Lastly, These metrics provide a clearer signal when your model isn’t delivering the desired results, even if it’s technically sound.
 
📕
Curious about expanding your understanding of machine learning metrics? The Little Book of ML Metrics is an indispensable resource that you need on your desk!
This compact guide covers everything about metrics that can help improve your day-to-day data science work.
notion image

Creating a Custom Metric for Regression

To set up a custom regression metric, you need to implement two core functions: a loss function, which calculates the error or loss at the instance level, and an aggregate function, which summarises these instance-level losses into a single metric. Depending on the business need or the specific behavior of your model, this can be a simple average or a more complex calculation.
notion image
Function can access the following:
  • y_true: A pandas.Series python object containing the target column.
  • y_pred: A pandas.Series python object containing the predictions column
  • chunk_data: A pandas.DataFrame python object containing all columns associated with the model.
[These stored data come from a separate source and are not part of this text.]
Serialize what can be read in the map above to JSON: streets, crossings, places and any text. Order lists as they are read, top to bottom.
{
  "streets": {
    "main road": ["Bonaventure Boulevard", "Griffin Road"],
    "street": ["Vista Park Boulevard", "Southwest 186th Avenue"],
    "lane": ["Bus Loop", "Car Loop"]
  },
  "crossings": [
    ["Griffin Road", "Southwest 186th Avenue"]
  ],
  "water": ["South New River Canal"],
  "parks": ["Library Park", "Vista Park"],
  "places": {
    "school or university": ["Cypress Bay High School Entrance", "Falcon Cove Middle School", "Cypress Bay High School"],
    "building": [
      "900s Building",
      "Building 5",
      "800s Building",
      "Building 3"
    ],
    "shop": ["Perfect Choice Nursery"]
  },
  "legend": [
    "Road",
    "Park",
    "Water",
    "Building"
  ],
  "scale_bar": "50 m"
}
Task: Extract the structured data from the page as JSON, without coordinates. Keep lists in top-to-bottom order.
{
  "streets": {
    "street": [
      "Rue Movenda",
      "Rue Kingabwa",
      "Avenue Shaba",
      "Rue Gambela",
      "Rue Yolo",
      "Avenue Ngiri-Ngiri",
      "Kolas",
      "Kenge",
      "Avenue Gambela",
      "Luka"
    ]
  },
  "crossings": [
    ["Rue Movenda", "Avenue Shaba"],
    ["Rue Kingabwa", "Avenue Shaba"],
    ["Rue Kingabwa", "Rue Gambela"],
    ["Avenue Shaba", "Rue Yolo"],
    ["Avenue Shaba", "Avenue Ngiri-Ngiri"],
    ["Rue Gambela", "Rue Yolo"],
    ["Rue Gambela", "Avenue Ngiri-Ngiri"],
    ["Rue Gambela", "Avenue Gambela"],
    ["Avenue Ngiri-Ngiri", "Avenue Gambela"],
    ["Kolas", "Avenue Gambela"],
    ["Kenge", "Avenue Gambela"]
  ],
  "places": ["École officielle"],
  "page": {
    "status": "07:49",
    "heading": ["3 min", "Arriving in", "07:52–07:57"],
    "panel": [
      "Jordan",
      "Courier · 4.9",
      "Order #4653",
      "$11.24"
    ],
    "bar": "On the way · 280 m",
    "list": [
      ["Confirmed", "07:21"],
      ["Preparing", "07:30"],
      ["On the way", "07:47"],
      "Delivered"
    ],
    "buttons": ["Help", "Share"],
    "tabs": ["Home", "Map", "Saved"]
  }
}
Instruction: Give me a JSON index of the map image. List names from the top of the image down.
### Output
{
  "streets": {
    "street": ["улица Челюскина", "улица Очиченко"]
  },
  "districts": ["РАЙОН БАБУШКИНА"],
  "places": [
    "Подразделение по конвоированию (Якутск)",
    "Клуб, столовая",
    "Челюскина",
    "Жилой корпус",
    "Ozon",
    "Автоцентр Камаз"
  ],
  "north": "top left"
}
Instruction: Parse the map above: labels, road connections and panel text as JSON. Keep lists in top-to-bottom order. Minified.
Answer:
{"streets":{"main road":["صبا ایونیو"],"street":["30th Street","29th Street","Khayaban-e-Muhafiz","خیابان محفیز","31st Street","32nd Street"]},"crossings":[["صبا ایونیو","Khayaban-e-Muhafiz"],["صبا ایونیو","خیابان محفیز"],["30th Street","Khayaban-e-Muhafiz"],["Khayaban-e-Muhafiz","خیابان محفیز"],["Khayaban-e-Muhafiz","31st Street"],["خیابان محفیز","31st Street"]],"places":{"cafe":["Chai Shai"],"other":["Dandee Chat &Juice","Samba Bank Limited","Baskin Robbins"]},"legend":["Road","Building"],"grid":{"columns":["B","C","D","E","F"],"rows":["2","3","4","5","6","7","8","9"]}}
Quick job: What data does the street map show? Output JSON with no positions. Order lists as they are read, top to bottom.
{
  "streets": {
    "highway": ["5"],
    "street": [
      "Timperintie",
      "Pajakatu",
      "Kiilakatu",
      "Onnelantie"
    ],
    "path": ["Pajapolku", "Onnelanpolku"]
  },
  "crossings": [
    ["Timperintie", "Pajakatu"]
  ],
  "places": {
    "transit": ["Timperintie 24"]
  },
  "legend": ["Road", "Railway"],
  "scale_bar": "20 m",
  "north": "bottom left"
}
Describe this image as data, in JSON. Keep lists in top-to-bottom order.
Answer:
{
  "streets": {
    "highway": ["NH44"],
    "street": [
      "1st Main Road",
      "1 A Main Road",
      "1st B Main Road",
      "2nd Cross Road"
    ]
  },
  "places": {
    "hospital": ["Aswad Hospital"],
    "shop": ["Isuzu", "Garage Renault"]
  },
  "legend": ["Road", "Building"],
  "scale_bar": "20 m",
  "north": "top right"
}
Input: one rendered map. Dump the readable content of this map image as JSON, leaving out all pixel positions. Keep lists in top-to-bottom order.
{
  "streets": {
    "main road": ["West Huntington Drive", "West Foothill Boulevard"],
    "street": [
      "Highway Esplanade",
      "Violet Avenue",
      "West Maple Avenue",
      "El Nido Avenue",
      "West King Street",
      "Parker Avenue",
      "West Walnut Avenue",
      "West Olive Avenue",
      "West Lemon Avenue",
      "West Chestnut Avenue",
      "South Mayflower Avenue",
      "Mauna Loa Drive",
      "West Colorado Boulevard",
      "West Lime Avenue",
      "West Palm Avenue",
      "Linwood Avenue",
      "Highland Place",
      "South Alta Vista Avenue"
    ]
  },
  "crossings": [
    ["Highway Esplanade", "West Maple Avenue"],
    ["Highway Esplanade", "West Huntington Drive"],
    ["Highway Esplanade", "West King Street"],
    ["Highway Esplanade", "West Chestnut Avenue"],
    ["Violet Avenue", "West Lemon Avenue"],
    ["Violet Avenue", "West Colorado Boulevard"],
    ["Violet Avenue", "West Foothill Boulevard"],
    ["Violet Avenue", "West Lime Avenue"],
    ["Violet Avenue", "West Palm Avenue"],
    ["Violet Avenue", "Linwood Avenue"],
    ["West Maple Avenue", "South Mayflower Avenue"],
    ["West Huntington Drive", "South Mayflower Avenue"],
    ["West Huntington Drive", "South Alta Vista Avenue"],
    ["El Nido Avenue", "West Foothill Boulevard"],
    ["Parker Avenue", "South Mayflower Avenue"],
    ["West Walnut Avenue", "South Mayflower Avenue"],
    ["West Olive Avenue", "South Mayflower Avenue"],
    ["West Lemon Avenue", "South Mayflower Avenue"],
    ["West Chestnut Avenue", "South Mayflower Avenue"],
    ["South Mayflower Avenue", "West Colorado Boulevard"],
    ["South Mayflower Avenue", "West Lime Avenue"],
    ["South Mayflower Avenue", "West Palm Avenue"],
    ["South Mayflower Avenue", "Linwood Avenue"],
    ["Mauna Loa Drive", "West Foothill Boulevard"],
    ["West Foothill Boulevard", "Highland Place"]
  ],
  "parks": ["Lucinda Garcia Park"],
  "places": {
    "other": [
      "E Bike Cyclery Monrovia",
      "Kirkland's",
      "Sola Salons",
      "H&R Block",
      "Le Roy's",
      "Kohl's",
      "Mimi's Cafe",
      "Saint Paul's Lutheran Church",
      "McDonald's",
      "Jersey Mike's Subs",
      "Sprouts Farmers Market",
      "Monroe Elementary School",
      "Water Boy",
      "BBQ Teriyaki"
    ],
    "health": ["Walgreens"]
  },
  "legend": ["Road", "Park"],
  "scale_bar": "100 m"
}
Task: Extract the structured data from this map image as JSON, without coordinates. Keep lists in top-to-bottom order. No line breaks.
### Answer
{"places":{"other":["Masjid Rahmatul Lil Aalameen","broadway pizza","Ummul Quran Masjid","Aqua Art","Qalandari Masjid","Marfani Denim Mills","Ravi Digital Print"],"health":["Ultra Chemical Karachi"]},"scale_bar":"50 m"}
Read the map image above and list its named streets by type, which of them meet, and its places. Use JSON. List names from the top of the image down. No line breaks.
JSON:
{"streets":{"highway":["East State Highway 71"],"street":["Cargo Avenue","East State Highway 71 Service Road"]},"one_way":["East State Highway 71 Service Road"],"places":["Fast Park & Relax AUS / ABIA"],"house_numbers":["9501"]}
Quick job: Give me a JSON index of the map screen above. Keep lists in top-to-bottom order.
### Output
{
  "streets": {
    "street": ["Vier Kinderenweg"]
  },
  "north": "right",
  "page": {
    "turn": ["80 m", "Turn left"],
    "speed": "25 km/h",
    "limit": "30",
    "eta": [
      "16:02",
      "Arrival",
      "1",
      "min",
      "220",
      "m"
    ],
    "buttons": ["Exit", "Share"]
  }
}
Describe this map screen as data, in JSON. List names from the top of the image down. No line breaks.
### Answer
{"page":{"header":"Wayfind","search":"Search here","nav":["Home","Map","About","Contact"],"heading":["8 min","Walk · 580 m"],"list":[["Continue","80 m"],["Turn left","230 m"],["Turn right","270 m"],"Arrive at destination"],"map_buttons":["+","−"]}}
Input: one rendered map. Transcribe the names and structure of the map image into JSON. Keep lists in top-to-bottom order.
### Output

This allows using other columns in the data provided for the calculation of the custom metric
Have a look at the standard template here:
import numpy as np
import pandas as pd

def loss(
    y_true: pd.Series,
    y_pred: pd.Series,
    chunk_data: pd.DataFrame,
    **kwargs
) -> np.ndarray:
    pass


def aggregate(
    loss: np.ndarray,
    chunk_data: pd.DataFrame,
    **kwargs
) -> float:
    pass
Okay, now that we know all we need to implement a custom metric lets try one by implementing Pinball loss.

Pinball loss

Pinball Loss, also known as Quantile Loss, measures the performance of quantile regression models. While traditional metrics like MSE provide a broad overview of model performance, they may not capture the nuances of predictions across different quantiles. Pinball Loss allows for targeted evaluation.
It penalizes predictions based on their distance from the actual quantile. For example, if you're interested in predicting the 90th percentile of a distribution, Pinball Loss will weigh errors differently depending on whether they fall below or above this threshold. This specificity can lead to better-informed decisions based on risk assessment.
Developing your metrics in a Jupyter Notebook will help you debug issues much faster. I will discuss issues you can run into later in the blog.
We start with creating the loss function with alpha value set at 0.9.
def loss(
    y_true: pd.Series,
    y_pred: pd.Series,
) -> np.ndarray:
    y_true = y_true.to_numpy()
    y_pred = y_pred.to_numpy()

    alpha = 0.9
    factor1 = alpha * np.maximum(y_true - y_pred, 0)
    factor2 = (1 - alpha) * np.maximum(y_pred - y_true, 0)
    return factor1 + factor2
The aggregate function is nothing fancy, just simple mean.
def aggregate(
    loss: np.ndarray,
) -> float:
    return loss.mean()
 
And that’s it. With just two functions, you can monitor and estimate any metric you can think of. Now that you have understood how to write and debug these methods, we’ll learn how to add them to your models.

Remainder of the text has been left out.